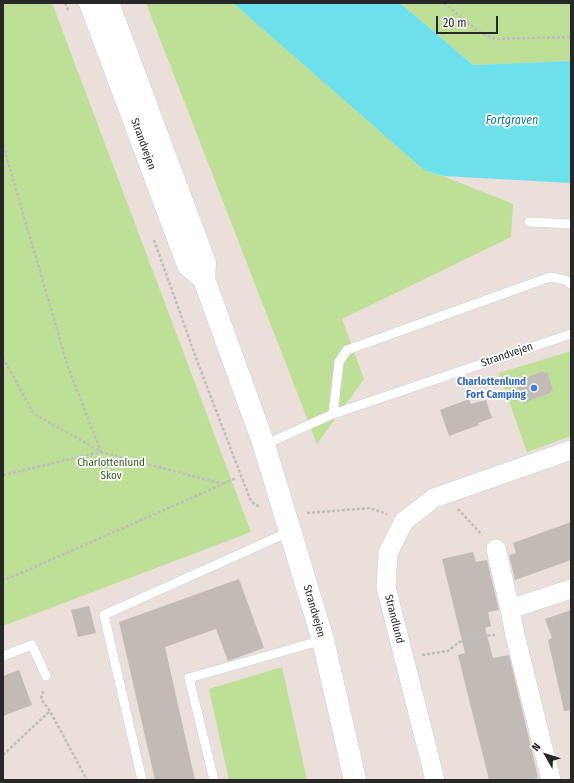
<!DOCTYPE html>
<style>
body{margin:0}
#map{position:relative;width:574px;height:783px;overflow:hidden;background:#eadfd9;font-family:"Fira Sans Condensed",sans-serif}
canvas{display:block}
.frame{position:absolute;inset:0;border:4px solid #272727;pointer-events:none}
.north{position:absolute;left:526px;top:735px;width:40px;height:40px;-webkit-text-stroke:3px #fff;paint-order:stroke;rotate:309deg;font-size:11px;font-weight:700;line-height:16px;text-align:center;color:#272727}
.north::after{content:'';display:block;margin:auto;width:14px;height:18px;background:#272727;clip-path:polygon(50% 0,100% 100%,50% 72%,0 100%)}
.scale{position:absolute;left:436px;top:16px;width:62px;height:18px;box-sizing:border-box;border:2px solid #272727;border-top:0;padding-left:5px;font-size:12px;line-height:14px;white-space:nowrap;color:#272727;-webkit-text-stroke:3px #fff;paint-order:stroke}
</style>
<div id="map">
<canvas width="574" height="783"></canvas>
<div class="frame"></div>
<div class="north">N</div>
<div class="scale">20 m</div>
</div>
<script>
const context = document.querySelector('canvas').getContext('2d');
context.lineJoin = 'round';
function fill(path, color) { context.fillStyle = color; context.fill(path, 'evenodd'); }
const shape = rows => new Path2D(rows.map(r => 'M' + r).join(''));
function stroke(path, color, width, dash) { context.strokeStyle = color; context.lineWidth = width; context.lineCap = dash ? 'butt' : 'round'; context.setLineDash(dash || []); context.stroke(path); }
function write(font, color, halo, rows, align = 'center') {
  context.font = font + ' "Fira Sans Condensed",sans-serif'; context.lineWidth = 3.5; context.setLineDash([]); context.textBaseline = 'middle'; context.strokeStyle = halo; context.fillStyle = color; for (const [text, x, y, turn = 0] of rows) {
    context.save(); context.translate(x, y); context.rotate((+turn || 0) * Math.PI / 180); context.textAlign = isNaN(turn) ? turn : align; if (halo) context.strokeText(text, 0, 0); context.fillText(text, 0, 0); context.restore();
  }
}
fill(shape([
 [3,3,52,3,251,532,3,626],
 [146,3,233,3,424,170,443,176,513,204,511,237,342,319,364,379,317,444],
 [400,3,571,3,571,61,473,65],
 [571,351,571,436,527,452,499,373],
 [282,667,307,780,229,780,209,689]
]), '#bde096');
fill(shape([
 [233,3,400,3,473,65,571,61,571,183,443,176,424,170]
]), '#6de1eb');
fill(shape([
 [543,371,544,373,547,372,553,390,550,392,550,393,523,403,515,382],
 [469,399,471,404,486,400,492,418,478,423,479,425,449,436,440,410],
 [571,522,571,560,515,580,509,555,516,553,513,543],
 [473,552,476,562,487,560,499,610,488,612,491,626,485,628,493,658,509,655,531,747,538,778,529,780,489,780,458,655,465,653,442,559],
 [239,579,264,648,228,661,216,629,165,647,195,780,155,780,119,622],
 [89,606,96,633,78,637,71,610],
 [571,610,571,710,564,711,548,640,552,638,545,619],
 [19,670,32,705,3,716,3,676]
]), '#c2bbb5');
const lane = shape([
 [529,222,571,224],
 [333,414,339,362,347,350,550,277,565,280,571,284],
 [264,445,333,414,571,334],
 [3,656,32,645,46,676],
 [142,780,104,615,291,531],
 [214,780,189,678,323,640]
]);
const street = shape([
 [496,549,510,609],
 [435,780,386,587,388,553,404,521,434,498,571,450],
 [551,780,515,635,510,609,571,589]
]);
const secondary = shape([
 [90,3,188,265,204,279],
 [108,3,205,263,204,279,264,445,323,640,355,780]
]);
stroke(lane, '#c7ced9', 10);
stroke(street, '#c7ced9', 20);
stroke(secondary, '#c7ced9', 23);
stroke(shape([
 [65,3,69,12],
 [444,3,479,32,495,39,571,37],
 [3,145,68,367,101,452],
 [154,240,199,366,250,499,255,505,261,507],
 [3,358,34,414,100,451],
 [3,475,101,452,223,484,12,577,3,580],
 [223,484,236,478],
 [458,509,482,535],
 [307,513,370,508,387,514],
 [422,655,448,651,459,642,478,636,495,635],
 [43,691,41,699,50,711,87,780],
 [3,755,50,711]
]), '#bebebe', 2.5, [3, 2]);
stroke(lane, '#fff', 9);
stroke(street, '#fff', 19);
stroke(secondary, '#fff', 22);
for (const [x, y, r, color] of [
 [534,388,4,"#3f7fe0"]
]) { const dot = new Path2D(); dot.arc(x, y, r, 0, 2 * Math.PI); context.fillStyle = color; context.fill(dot); stroke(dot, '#fff', 1.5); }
write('11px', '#272727', '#fff', [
 ["Strandvejen",143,144,70],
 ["Strandvejen",507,355,-19],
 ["Strandvejen",314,611,74],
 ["Strandlund",394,619,76]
]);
write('bold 11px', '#366cbe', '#fff', [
 ["Charlottenlund",526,382],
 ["Fort Camping",526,395]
], 'right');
write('11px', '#37611b', '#fff', [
 ["Charlottenlund",111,463],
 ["Skov",111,476]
]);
write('italic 12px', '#107e92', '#fff', [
 ["Fortgraven",512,121]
]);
</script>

═══

### Task objective
Once you have found every line above holding the word "turn", copy those lines.

### Answer space
  context.font = font + ' "Fira Sans Condensed",sans-serif'; context.lineWidth = 3.5; context.setLineDash([]); context.textBaseline = 'middle'; context.strokeStyle = halo; context.fillStyle = color; for (const [text, x, y, turn = 0] of rows) {
    context.save(); context.translate(x, y); context.rotate((+turn || 0) * Math.PI / 180); context.textAlign = isNaN(turn) ? turn : align; if (halo) context.strokeText(text, 0, 0); context.fillText(text, 0, 0); context.restore();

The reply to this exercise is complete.